Saturday, September 21, 2013

Film Review: Don Jon


I am a huge fan of Joseph Gordon-Leavitt.  He is versatile, charismatic, and talented.  I thought his performance in 50/50 was the best I'd seen that year.  So when I heard he wrote, directed, starred in his own film, I naturally wanted to see it.  And once again, he proved to be versatile, charismatic, and talented as well has a very good director.  I just wish the subject was not so repulsive.

Don Jon is the story of Jon (Gordon Leavitt), a Jersey meathead who only cares about his hedonistic life of hanging out and hooking up.  But the most important thing in his life is his pornography.  He never experiences ecstasy in his life through anything else other than porn.  He goes to Church every Sunday with his family and weekly goes to confess these sins but goes right back out to pursue his lusts.

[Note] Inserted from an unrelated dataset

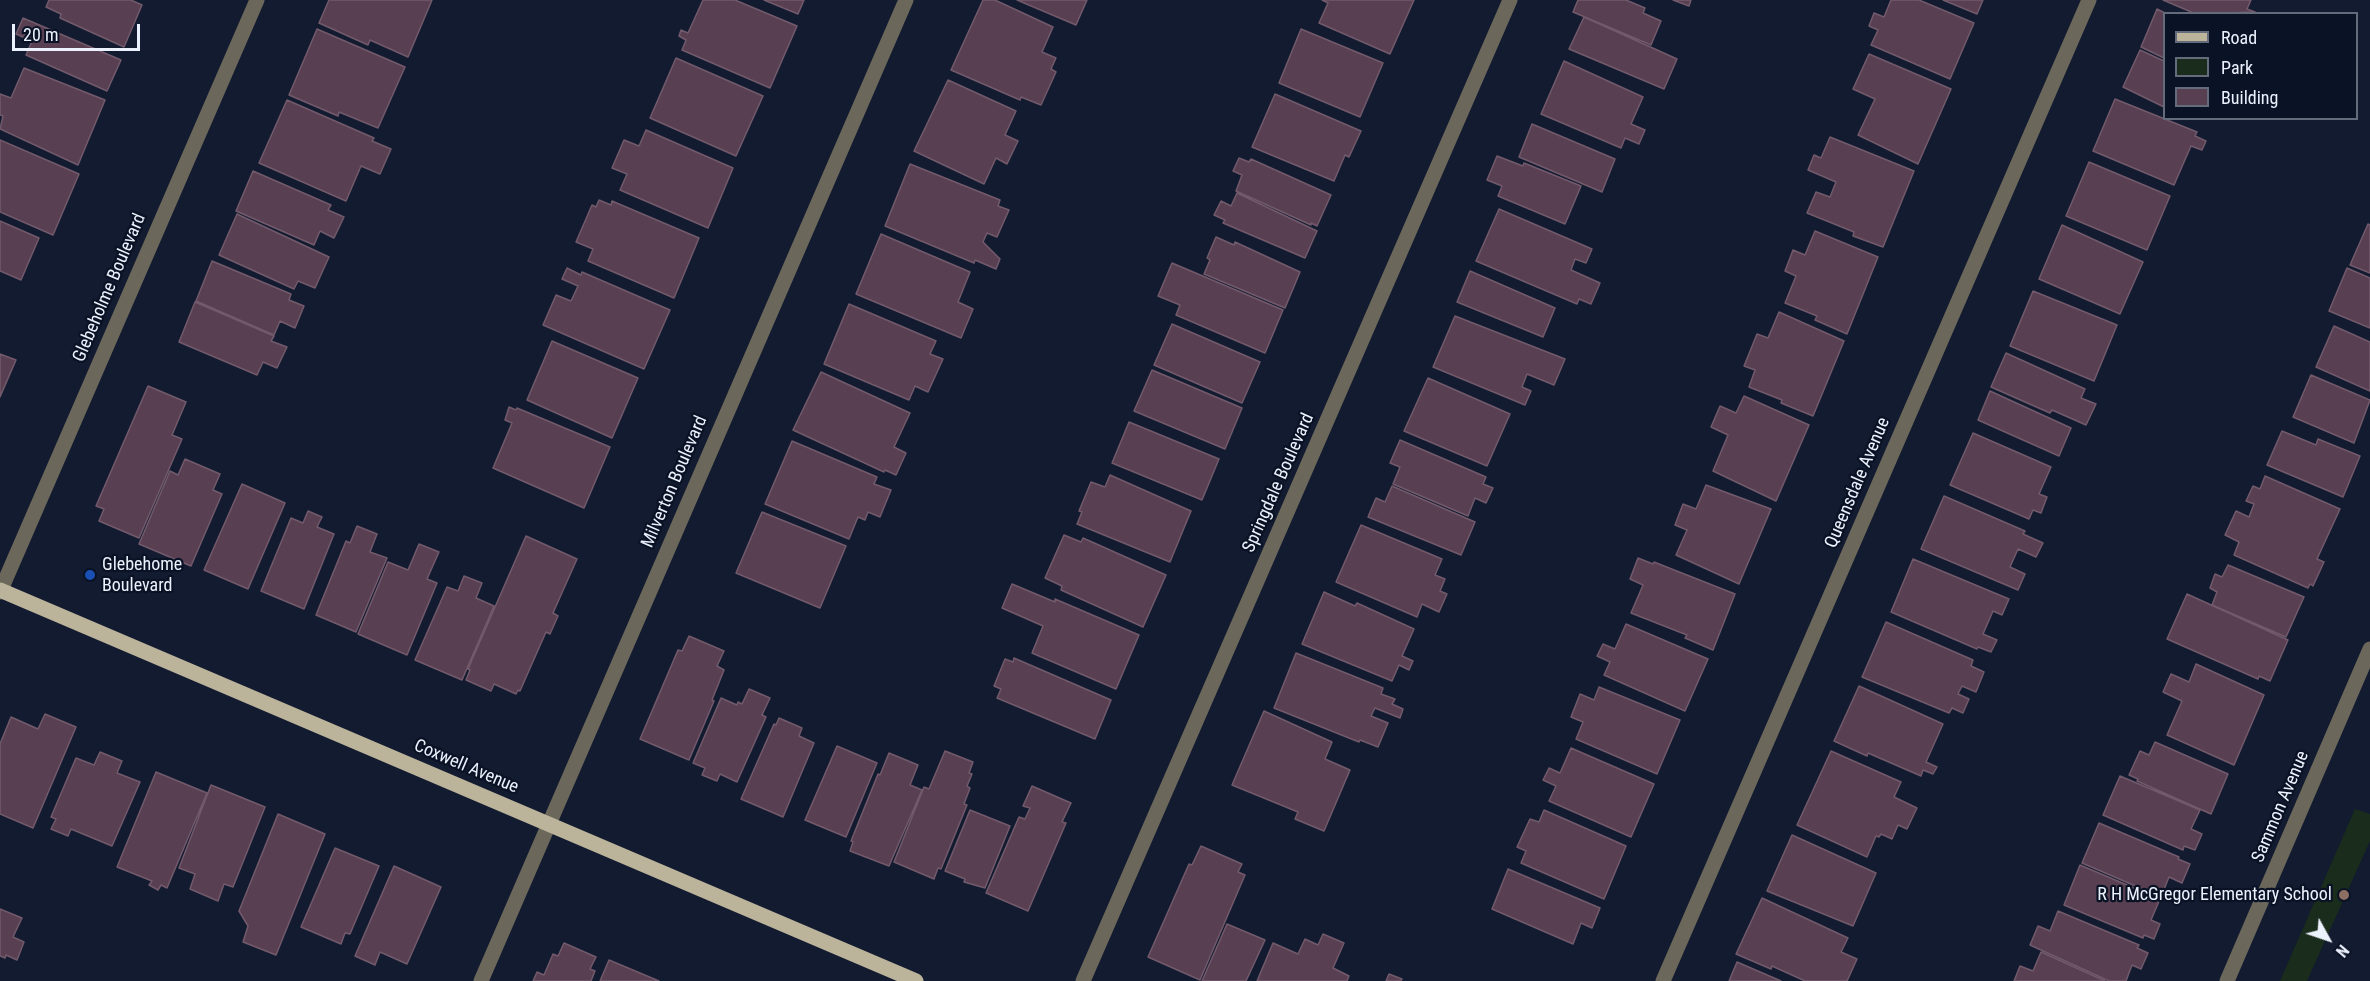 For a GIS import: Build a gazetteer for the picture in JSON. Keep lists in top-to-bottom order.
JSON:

He can pick up any woman until Barbara (Scarlett Johansson), a Jersey princess who makes Jon work for her affection.  Doggedly attracted to what he can't have he puts more effort into getting Barbara than any other girl.  Barbara sees Jon as a fixer upper with potential and talks him in to doing things to "improve" himself like going to night class.  There Jon encounters the emotional worlogog Esther (Julianne Moore) with whom he forms a very slow and strange bond.

As a director, Gordon-Leavitt shows some real skill.  He deftly uses color and lighting to make his world of night clubs and movie dates with Barbara feel glossy and movie-glamourous.  There is an artificial, commercial-like quality to these parts of the movie that is sharply contrasted to his scenes with Esther.  The light is harsh, the colors muted, and he uses shaky-cam effectively to jar you out of the previous day-dream and into what feels more like the real world.  I particularly like the fact that they make Moore look her age and don't try to hide it under layers of make-up.  The performances by everyone are also top-notch.  Even Tony Danza as Jon's dad has a gritty edge to him that I've never seen before in that actor.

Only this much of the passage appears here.